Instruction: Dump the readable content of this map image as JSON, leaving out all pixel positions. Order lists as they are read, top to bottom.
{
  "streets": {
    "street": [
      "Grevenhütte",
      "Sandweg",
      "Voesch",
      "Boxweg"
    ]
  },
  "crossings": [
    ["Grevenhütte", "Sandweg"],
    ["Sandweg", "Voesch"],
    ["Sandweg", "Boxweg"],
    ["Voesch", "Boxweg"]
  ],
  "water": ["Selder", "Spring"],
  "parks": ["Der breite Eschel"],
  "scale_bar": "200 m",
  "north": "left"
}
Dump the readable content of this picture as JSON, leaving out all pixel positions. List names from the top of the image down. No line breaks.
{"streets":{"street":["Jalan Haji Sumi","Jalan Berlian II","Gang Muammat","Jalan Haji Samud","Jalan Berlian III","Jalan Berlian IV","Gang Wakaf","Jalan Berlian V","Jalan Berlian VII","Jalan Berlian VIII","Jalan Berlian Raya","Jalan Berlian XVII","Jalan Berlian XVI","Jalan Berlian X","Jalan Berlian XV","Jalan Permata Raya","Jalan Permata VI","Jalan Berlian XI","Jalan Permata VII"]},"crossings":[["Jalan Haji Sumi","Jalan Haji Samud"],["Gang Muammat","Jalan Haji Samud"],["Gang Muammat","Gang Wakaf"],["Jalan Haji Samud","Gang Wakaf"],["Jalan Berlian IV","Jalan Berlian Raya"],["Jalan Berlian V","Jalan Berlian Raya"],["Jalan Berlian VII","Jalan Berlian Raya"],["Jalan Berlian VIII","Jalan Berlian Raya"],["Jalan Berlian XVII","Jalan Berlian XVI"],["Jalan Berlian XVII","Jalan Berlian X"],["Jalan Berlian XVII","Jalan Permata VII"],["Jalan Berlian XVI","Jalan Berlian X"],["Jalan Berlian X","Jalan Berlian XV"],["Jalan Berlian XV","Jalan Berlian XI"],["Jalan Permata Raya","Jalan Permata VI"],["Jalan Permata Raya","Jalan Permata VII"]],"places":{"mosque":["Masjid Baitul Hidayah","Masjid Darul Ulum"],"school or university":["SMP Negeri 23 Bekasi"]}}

******************************

Among the entries above, identify all lines with "Voesch" and copy them.

--- THE ANSWER ---
      "Voesch",
    ["Sandweg", "Voesch"],
    ["Voesch", "Boxweg"]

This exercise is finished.